*** Opening of Data to process ***

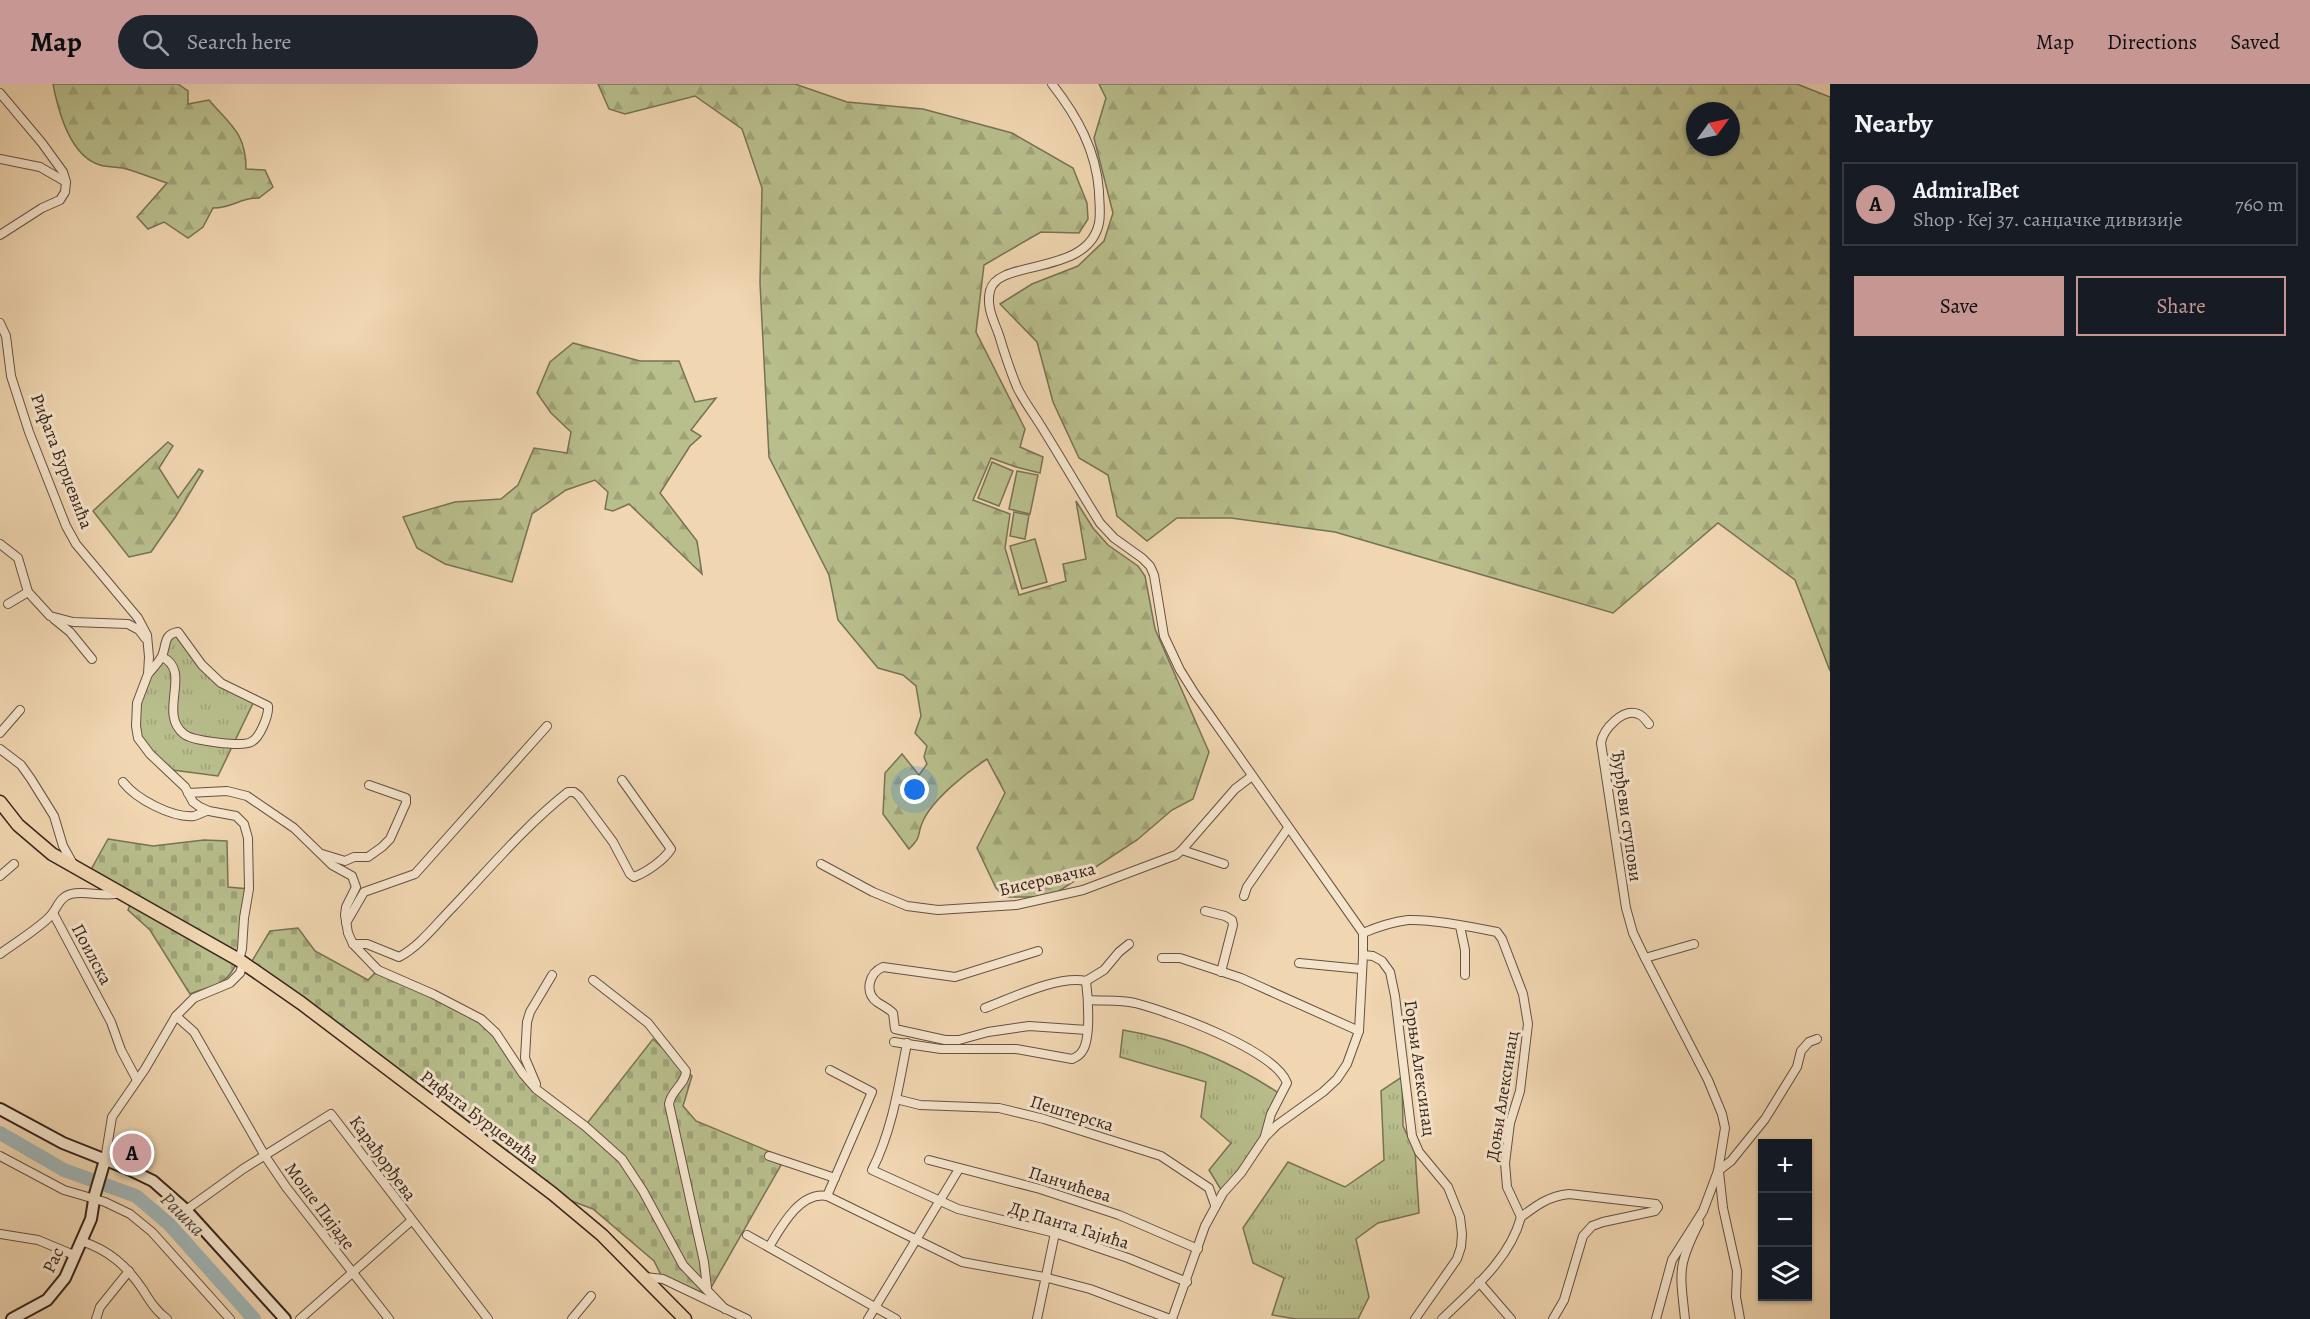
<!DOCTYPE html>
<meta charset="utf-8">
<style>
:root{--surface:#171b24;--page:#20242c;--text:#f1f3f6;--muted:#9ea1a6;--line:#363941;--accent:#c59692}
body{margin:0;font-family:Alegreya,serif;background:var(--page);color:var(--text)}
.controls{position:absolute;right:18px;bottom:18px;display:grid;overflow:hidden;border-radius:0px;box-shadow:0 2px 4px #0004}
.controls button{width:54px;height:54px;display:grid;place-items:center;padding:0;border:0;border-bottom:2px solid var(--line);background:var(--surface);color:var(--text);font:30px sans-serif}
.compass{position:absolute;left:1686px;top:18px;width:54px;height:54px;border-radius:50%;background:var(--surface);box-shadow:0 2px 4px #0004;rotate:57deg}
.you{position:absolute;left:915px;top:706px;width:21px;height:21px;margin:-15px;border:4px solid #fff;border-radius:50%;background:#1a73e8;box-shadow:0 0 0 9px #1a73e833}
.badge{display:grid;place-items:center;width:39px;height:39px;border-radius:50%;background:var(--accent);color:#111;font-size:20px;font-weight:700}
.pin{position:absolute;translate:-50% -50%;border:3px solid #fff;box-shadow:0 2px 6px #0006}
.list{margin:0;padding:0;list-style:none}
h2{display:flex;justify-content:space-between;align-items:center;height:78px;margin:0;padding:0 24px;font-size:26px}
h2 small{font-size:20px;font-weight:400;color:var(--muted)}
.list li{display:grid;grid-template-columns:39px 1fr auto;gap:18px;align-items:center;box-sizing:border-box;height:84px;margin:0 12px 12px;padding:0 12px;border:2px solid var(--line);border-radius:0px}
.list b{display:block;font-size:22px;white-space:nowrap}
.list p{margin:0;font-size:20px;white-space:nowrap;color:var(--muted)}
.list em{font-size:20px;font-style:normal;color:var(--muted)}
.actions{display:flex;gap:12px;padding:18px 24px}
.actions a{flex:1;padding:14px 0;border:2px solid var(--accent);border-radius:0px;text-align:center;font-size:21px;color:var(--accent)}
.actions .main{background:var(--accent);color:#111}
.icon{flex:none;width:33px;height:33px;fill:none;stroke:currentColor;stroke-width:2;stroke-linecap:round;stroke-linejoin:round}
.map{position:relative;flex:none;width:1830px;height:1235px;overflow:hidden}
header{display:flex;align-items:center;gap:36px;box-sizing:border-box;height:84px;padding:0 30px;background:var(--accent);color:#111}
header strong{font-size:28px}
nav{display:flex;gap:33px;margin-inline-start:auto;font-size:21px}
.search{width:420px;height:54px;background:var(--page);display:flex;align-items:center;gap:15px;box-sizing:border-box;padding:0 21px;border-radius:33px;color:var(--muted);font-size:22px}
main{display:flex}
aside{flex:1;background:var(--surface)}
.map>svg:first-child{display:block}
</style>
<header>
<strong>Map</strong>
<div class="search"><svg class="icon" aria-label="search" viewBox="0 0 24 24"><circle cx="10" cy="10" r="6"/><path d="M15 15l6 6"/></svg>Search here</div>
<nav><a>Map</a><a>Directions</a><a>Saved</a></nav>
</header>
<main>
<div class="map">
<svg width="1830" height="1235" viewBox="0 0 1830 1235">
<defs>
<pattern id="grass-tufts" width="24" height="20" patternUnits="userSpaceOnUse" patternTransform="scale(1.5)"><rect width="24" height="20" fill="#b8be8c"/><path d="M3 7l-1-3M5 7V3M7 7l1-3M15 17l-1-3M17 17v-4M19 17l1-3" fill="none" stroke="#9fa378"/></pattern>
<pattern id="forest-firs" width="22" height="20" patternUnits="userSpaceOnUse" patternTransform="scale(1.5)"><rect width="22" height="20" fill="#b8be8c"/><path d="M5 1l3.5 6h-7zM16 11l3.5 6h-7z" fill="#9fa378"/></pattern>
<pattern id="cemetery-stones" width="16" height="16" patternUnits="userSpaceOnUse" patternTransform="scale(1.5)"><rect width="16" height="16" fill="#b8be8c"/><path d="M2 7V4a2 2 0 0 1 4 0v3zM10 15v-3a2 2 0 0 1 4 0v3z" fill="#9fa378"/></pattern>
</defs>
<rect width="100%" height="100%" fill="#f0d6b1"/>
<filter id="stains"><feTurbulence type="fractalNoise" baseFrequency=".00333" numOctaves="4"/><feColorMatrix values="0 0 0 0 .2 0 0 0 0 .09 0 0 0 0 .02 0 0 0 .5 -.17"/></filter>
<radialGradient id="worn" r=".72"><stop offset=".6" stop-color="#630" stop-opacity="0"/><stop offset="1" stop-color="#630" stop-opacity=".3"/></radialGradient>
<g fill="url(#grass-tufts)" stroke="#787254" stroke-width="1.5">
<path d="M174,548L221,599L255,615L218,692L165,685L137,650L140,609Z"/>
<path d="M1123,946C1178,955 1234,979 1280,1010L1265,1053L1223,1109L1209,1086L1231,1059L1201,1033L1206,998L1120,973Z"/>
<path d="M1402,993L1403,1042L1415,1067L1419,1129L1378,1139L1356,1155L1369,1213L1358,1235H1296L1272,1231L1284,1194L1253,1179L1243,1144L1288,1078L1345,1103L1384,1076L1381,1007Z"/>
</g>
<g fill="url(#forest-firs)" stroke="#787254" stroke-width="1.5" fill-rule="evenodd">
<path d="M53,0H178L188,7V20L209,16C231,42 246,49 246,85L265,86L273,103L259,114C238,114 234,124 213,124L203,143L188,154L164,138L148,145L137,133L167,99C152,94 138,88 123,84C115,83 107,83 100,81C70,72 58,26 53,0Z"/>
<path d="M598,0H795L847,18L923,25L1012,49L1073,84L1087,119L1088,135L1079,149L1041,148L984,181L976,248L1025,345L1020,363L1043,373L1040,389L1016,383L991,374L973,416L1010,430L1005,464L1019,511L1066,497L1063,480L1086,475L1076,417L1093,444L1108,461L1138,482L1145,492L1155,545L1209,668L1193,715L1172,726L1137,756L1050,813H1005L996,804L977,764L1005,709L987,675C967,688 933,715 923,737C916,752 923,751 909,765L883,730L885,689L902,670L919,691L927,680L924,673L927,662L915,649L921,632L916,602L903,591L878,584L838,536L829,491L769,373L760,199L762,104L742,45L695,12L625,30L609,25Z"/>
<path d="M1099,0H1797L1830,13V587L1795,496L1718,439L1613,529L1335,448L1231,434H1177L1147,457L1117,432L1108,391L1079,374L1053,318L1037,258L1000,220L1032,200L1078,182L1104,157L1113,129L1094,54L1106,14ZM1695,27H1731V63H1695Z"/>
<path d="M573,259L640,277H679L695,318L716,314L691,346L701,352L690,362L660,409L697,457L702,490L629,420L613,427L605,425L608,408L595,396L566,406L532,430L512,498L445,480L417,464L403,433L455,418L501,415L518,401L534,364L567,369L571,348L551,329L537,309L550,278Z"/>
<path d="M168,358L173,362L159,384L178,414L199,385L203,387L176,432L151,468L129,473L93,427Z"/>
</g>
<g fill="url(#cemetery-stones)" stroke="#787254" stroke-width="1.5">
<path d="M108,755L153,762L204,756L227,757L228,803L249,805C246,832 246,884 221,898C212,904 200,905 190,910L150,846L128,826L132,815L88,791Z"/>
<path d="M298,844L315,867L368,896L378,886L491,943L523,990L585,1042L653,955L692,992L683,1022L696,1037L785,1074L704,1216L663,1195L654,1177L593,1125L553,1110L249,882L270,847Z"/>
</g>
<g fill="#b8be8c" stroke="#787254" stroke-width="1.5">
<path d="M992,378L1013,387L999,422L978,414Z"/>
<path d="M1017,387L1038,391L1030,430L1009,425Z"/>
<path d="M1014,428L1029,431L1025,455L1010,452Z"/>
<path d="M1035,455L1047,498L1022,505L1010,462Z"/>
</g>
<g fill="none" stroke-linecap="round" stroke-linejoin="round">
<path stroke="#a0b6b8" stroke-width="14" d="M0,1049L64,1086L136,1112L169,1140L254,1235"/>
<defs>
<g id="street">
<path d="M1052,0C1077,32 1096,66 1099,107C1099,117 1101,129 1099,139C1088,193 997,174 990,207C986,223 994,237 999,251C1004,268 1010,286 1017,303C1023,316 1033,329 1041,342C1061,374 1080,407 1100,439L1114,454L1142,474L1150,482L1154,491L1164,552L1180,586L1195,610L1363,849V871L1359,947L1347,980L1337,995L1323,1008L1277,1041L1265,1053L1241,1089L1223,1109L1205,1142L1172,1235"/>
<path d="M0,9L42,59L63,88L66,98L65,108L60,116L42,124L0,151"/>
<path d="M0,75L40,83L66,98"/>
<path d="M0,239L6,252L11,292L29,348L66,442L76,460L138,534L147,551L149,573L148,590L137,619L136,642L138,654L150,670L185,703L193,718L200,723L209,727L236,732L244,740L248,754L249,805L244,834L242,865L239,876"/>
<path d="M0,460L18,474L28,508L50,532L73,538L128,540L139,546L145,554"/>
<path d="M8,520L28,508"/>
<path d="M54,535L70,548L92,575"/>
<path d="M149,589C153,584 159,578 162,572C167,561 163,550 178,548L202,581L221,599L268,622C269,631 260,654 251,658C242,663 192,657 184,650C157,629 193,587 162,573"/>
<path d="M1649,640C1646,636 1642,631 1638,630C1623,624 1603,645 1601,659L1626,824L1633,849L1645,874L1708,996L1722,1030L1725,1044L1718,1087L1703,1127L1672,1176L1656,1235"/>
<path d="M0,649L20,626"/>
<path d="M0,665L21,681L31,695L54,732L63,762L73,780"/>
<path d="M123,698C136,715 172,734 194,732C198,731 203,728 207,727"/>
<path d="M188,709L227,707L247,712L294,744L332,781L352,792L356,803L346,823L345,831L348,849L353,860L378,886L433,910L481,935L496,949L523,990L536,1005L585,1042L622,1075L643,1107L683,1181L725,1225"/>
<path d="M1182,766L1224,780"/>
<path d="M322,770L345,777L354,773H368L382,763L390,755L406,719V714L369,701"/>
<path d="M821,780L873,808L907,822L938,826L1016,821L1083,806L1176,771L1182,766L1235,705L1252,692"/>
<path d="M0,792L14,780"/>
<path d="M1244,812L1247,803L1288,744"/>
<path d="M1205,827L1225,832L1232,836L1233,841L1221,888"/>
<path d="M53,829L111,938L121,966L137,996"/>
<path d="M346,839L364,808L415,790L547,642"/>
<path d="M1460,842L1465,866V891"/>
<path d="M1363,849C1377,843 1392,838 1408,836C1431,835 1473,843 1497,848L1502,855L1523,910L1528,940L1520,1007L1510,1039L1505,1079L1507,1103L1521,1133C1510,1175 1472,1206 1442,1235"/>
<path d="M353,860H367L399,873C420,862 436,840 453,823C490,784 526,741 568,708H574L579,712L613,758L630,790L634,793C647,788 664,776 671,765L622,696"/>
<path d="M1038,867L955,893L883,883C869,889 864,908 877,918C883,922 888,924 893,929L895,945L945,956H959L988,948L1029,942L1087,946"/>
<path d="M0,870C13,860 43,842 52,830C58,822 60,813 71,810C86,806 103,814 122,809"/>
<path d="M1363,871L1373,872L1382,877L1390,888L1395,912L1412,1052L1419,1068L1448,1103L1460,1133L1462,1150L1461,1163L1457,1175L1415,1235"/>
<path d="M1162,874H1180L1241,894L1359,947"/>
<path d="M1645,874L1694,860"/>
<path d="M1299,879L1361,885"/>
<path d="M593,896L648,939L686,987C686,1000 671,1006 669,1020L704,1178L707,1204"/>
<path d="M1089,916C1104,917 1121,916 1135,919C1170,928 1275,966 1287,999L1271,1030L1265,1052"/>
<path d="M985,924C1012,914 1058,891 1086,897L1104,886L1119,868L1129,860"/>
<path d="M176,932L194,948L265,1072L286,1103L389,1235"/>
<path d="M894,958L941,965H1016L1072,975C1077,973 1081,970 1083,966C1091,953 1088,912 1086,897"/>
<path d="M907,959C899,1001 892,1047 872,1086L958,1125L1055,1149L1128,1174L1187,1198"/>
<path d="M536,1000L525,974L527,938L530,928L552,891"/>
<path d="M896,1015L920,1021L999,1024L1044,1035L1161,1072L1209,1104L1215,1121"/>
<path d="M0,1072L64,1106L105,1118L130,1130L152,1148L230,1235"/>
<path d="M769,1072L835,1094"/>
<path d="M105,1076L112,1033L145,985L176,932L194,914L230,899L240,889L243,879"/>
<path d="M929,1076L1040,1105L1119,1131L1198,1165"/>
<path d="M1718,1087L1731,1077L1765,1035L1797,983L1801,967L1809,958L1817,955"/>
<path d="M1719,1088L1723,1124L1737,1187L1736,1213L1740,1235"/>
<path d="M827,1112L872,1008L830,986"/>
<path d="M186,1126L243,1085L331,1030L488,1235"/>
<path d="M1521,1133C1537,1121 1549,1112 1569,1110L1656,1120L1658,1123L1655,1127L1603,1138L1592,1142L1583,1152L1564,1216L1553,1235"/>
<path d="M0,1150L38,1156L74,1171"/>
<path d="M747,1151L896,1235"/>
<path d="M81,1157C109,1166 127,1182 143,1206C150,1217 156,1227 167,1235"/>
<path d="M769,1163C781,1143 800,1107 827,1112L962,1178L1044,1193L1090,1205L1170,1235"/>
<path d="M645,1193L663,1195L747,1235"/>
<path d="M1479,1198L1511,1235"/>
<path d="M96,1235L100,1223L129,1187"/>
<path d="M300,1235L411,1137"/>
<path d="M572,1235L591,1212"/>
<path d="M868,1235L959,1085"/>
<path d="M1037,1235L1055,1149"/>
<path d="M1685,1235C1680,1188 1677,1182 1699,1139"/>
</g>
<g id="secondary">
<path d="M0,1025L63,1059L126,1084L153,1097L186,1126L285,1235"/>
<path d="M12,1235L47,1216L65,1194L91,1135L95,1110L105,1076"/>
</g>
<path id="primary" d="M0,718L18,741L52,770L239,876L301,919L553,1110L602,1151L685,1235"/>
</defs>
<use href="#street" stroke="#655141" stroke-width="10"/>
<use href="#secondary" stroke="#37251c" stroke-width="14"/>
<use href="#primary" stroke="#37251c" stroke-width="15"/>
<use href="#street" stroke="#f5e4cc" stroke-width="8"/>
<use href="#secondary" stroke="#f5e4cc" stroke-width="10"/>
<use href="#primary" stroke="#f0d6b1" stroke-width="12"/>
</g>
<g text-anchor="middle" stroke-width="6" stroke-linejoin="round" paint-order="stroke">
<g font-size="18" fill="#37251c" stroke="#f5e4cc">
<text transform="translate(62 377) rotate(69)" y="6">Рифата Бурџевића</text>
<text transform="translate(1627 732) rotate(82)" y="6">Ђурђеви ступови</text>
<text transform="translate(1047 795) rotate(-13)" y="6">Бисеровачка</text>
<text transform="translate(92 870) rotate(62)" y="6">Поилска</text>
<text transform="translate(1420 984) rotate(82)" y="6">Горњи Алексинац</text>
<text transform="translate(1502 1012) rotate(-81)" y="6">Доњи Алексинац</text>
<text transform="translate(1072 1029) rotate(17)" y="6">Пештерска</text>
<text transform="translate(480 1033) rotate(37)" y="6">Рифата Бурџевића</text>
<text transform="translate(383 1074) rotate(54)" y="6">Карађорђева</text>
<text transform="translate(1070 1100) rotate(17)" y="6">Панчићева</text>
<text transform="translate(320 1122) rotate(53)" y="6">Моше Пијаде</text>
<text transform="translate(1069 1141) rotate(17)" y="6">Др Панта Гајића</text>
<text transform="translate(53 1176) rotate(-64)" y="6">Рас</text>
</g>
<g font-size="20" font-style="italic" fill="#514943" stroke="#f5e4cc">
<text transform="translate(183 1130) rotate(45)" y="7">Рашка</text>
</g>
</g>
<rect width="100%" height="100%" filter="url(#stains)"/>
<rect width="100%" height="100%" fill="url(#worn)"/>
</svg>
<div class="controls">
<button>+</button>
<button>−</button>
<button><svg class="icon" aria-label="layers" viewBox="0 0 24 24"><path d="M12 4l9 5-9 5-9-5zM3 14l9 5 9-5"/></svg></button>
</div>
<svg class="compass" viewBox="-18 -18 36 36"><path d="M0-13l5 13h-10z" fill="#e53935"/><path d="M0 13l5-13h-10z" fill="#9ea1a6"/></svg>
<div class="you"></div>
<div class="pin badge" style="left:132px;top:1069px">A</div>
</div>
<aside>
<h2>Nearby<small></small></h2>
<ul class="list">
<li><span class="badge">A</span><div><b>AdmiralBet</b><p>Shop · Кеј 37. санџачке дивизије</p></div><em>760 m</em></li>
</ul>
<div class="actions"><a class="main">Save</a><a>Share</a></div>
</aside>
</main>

*** Close of Data to process ***

* Exercise:
Begin with the line containing "<h2>Nearby<small></small></h2>" and retype it and each line after it through the end of the records, keeping them exact and including nothing more.

* Task solution:
<h2>Nearby<small></small></h2>
<ul class="list">
<li><span class="badge">A</span><div><b>AdmiralBet</b><p>Shop · Кеј 37. санџачке дивизије</p></div><em>760 m</em></li>
</ul>
<div class="actions"><a class="main">Save</a><a>Share</a></div>
</aside>
</main>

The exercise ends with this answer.